I gave her khan my shirt. Ancestors, there was a basket of washing right by my mattress. I could've seized one of my lady's own shirts. He would've inhaled her scent, the breath of her soul. Even though there was something else at hand, I chose to give him my own garment.

Why didn't the Ancestors strike me dead? After such an offense, I'd think they wouldn't permit this mucker maid to remain breathing. Perhaps they only ignore me because I'm shut up in this tower, cut off from the gaze of the Eternal Blue Sky. Perhaps if

I ever step out of its shadow, I'll be struck in the instant and crumble into a heap of ash.

Day 158

This morning, we... I'm shaking still. I didn't realize until I put the brush to paper. If My Lord the cat weren't on my lap, I don't know that I could be calm enough to write at all.

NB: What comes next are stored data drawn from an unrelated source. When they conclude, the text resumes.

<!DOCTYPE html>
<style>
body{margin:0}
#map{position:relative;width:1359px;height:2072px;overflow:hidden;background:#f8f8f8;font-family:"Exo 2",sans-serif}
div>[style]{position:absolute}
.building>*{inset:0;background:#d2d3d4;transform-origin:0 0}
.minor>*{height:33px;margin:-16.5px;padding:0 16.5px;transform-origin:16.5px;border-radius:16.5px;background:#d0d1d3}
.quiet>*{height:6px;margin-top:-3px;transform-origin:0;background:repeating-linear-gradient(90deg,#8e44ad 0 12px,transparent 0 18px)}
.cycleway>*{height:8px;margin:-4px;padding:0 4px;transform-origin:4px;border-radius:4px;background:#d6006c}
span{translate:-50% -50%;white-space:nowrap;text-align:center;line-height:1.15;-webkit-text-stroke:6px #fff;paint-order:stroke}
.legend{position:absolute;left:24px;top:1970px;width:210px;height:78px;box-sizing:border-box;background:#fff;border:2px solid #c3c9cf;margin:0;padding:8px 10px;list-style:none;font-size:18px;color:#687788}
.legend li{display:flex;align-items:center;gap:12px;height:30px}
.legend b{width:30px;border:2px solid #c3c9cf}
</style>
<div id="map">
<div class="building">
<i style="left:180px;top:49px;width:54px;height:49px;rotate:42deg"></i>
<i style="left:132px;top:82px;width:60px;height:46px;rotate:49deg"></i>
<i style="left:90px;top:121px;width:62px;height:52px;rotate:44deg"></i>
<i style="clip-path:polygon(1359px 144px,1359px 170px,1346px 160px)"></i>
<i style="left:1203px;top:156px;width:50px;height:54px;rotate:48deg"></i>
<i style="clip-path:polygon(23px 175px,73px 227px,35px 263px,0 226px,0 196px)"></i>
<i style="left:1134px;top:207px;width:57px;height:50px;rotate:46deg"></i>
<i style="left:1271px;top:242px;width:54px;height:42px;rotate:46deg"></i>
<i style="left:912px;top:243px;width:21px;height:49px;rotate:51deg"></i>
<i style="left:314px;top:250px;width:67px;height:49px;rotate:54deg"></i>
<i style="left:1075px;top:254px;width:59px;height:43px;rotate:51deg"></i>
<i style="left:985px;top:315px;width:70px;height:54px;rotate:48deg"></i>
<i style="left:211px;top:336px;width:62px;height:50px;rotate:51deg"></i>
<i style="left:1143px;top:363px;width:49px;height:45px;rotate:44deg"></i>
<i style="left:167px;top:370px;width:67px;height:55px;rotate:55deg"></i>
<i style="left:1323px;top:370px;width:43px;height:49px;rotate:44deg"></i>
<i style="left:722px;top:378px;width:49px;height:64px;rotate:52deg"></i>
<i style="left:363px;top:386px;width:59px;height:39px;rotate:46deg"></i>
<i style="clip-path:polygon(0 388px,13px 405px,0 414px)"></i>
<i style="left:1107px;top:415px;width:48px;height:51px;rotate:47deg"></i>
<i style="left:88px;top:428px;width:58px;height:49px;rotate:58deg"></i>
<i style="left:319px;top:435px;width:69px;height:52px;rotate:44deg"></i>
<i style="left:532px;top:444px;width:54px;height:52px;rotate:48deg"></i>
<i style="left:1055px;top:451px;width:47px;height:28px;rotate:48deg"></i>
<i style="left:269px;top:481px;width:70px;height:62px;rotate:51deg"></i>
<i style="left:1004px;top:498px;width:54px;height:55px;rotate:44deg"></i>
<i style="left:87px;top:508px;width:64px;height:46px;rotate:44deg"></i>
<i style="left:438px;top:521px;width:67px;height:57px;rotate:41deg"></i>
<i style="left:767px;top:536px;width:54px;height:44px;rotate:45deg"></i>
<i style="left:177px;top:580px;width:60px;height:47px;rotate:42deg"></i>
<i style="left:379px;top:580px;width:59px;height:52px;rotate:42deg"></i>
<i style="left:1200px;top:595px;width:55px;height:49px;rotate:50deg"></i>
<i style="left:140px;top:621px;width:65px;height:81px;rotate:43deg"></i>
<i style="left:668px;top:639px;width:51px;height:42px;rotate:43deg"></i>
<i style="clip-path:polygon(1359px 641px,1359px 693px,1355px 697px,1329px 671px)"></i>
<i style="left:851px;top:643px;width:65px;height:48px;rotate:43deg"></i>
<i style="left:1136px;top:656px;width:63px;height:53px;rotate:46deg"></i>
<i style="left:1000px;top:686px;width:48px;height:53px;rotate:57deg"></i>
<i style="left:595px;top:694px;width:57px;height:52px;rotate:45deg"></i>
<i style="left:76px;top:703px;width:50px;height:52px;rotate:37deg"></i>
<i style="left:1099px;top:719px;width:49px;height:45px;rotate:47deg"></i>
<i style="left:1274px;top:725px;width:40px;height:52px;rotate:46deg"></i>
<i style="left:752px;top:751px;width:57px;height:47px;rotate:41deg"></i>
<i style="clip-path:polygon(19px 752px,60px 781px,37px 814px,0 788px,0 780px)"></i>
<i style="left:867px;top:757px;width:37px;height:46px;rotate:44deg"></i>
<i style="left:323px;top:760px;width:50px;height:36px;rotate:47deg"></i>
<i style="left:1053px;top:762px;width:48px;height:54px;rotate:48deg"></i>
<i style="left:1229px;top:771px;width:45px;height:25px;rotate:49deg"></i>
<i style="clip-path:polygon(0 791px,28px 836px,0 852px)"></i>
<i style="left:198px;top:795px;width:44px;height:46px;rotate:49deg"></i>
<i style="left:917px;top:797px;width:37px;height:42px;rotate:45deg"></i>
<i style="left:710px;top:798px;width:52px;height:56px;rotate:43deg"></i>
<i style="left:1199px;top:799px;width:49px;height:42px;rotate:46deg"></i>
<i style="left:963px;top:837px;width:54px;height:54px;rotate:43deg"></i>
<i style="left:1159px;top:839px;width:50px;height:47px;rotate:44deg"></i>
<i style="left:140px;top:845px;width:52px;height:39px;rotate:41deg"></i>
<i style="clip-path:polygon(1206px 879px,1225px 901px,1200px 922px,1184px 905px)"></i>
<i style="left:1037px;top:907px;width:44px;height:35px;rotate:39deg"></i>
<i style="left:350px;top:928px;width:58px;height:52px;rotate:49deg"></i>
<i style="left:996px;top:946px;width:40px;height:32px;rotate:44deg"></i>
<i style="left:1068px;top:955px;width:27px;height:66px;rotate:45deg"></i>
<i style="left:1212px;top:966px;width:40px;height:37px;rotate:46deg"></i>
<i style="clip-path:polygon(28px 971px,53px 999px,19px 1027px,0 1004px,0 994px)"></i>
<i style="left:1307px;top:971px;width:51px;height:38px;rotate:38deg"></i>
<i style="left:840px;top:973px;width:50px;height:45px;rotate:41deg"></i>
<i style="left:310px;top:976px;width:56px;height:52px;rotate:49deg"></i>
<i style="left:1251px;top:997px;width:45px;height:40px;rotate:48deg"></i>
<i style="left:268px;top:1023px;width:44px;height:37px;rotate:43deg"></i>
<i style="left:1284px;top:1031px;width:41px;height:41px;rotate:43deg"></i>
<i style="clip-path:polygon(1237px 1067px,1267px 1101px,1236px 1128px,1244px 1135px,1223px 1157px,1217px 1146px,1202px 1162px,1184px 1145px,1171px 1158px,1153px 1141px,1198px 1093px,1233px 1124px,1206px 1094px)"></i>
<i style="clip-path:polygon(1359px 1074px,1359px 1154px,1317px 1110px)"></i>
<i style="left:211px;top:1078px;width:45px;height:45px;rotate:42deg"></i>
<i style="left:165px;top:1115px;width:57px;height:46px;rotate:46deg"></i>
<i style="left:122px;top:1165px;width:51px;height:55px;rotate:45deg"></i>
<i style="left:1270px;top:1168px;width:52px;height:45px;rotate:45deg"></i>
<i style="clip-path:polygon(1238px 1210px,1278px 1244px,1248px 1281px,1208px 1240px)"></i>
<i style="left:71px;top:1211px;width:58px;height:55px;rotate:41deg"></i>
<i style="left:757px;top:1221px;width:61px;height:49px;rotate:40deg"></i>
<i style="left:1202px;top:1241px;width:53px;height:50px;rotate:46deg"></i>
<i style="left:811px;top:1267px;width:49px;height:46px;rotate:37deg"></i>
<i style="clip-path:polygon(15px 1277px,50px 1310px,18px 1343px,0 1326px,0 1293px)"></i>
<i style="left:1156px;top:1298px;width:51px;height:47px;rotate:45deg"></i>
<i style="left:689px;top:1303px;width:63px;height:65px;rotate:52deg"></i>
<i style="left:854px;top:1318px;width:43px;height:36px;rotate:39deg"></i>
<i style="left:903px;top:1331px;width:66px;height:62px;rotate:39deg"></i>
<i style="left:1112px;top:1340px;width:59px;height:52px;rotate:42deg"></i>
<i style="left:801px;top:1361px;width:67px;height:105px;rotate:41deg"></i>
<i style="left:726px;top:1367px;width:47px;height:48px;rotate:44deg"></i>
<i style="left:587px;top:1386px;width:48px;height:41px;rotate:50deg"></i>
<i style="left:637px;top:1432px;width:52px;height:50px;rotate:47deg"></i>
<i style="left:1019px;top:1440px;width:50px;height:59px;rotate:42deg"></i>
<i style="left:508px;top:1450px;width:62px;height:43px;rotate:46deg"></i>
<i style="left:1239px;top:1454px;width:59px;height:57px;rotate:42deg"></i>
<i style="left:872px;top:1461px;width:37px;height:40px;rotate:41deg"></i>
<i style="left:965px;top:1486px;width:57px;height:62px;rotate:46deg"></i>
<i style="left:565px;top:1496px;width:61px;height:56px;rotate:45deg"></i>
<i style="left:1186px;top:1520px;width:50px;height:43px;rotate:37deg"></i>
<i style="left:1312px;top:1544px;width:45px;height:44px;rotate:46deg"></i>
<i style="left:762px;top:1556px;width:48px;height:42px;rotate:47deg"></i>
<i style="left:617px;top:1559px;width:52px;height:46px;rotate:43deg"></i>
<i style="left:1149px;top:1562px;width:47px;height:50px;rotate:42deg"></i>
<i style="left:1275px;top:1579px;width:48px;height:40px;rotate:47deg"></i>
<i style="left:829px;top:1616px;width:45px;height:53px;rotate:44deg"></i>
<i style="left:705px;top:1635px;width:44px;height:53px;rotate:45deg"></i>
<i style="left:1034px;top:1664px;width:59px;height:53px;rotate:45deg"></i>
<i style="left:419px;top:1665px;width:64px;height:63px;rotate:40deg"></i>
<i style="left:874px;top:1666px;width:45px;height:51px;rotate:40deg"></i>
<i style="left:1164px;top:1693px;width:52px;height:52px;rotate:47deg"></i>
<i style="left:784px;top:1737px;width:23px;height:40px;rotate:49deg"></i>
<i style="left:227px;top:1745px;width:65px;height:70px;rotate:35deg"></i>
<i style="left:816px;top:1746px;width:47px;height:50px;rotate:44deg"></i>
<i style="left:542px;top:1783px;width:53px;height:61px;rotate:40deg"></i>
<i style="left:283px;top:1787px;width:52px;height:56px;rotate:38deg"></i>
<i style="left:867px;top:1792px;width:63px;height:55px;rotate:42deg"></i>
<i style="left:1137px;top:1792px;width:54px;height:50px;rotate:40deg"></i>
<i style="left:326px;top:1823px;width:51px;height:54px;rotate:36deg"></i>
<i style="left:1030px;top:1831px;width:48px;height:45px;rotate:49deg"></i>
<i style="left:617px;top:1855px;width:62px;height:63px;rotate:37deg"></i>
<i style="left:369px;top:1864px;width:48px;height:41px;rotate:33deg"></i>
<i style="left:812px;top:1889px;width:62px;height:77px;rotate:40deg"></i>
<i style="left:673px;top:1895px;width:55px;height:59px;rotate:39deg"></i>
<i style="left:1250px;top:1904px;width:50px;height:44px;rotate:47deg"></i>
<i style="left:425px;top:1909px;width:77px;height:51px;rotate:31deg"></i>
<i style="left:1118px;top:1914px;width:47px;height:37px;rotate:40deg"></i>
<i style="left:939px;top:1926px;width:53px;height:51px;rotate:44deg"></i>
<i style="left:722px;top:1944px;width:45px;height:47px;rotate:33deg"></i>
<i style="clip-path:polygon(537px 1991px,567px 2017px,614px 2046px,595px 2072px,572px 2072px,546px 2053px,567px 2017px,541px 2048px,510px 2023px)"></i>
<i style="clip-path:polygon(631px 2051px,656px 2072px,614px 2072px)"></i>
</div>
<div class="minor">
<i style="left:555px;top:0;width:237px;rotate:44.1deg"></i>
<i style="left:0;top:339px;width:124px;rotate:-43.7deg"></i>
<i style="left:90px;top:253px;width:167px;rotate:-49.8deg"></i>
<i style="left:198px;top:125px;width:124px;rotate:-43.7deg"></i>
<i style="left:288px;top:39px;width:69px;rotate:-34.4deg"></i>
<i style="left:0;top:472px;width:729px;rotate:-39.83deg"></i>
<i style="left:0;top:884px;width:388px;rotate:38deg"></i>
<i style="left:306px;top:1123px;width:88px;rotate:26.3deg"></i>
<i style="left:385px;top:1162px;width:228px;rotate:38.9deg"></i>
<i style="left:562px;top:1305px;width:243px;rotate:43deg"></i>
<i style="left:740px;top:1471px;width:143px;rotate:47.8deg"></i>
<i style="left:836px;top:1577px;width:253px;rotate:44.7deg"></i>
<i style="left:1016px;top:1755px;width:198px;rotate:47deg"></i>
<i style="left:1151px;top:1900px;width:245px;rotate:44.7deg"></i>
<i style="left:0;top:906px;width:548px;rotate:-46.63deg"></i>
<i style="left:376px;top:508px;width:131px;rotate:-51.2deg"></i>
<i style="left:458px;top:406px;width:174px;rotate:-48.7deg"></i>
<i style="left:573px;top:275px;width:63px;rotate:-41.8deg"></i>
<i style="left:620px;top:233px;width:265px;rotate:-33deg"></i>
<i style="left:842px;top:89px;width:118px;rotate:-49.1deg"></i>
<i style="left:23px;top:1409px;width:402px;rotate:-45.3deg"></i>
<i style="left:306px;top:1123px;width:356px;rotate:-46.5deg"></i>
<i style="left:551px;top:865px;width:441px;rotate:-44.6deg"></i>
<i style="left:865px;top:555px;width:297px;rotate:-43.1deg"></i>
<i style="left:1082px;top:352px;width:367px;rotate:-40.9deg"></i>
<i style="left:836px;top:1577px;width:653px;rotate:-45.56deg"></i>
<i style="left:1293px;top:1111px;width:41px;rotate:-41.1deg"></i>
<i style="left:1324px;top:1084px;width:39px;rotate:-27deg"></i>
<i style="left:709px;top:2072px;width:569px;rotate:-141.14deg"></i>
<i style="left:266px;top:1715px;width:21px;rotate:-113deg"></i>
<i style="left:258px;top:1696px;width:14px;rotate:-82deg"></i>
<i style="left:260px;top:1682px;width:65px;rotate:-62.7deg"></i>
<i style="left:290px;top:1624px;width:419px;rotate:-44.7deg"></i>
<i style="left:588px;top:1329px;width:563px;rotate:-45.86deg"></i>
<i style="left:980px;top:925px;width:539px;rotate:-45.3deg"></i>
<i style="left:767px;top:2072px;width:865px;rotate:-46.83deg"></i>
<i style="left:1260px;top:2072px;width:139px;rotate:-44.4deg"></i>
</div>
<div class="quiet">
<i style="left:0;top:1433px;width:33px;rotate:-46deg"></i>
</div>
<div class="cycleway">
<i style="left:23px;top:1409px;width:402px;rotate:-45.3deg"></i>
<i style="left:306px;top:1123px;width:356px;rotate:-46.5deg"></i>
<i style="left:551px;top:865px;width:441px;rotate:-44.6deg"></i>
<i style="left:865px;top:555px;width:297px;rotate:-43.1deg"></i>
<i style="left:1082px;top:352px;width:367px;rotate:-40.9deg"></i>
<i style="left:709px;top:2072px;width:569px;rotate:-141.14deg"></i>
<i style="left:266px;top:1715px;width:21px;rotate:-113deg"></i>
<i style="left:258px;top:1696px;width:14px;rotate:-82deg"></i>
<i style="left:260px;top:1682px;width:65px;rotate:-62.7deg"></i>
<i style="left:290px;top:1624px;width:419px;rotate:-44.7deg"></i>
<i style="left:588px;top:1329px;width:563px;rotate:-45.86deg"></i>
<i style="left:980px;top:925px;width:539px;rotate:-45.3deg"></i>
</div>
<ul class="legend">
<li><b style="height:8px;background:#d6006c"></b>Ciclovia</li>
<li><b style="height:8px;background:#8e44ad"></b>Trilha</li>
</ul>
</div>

This morning, we heard voices outside. Now that it's warm enough for the sun to burn holes in the icy ground, we've begun to hear our guards again, chatting as they walk around the tower and occasionally shouting saucy things at us. But these voices were new. One was so deep and loud, I felt it in the stones of the tower. I felt it in my bones.

I was darning my lady's stockings by the orange light of the fire, and my lady was lying on my bed, teasing My Lord the cat with a stocking too holey to save. When we heard the new voices, she sat upright, like a fawn stops grazing when she hears a hunter's step.

'Is it your khan, do you think?' I asked. 'Back already?'

My lady didn't answer. She's so often spooked,

I didn't realize that this time she was truly terrified, so badly that she couldn't speak or move.

I left my sewing, fetched the wooden spoon, unhooked the flap, and jammed it open.

'Don't, Dashti,' she said too late, just as a hand shot up the hole and seized my arm.

I screamed, I think. The hand was covered in a black gauntlet, the wrist trimmed in metal spikes. It was not her khan.

'Do I have her?' said the voice low enough to grumble in stones. 'Do I have my lady?'

'No, I'm sorry, no, no,' I said.

'Who is this?' He shook my arm.

'I'm Dashti. I'm my lady's maid. I'm the mucker maid.'

He laughed as if I'd just told a wicked joke. 'Yes, I know muckers. There are hundreds of the ragged folk wandering the steppes in Thoughts of Under.'

He let go, and I pulled my arm inside.

'Put your arm back!' He yelled so loud, the cat screeched.

I didn't want to. Ancestors, I wanted to crawl under my mattress. He may have a voice like an earth rumble and put my lady in the fear shakes, but I recognized the command of gentry, and I must do what he says. I lowered my arm back down the hole.

He didn't grab me again, just tickled his gloved fingers against my fingertips. He was chuckling, lower than his voice. Then he slapped my hand against the wall. It stung like a log full of hornets.

I pulled my arm up, but he said, really slowly and sweetly like I was his favorite lamb, 'Back down, Dashti the mucker maid.'

Again I lowered my hand, and again he slapped it against the wall. I left it there, and I was crying, but not just because it hurt, I think. The next time he slapped, my lady grabbed me under the arms and pulled me away from the hole. We fell back on my mattress.

'Stay here,' she said.

I stayed. After all, she's my own mistress. Let that black-gloved lord growl and yell all he likes, I'll obey her first.

'It's him. It's Lord Khasar,' said my lady.

And I stopped wondering why she refused to marry him.

'Are you in there, Lady Saren? Do you believe you're hiding, stashed in a tower all the world can see? You're not very good at the hiding game. You never were.'

I wish I could write that my lady stood tall, that she declared she would never love him or bow to him or tremble at his voice, let him do his worst, or somewhat of that bold kind of talking. I saw her show a bit of courage to her father once, but at Lord Khasar s voice, she covered her face and cried so hard she squeaked like rusted hinges. I'm sorry for her, I am, but sometimes I think crying's done for and it's time for doing. If only I knew what ailed her, perhaps I could help, but I guess there are corners and folds of my lady's soul that I'll never see.

I sat with her, put one hand on her belly and one on her back, and sang the song for bitter sorrow, the one that goes, 'Darker river, blacker river, faster river, pulling me.' I sang while Lord Khasar spoke. She calmed some. I didn't dare go pull the wooden spoon and shut the flap. He couldn't touch us, safe here in the center of the room, but his voice slinked in like smoke. Not even in the cellar under sacks of barley would we be able to hide from that sound.

These are the sorts of things he said.

'Your father hobbled to Thoughts of Under to see me, whining like a girl in two braids. He told me, 'My daughter awaits you in the watchtower on the border of our lands. Knock down the walls! Take her, bound and gagged, I care not. She is refuse to me till she bends her will to your own.' He spoke grandly, but his knees shook. Do your knees shake, my lady? I don't trust a man who fears me, and all fear me.

Do you fear me, my lady?' He laughed heartily at that.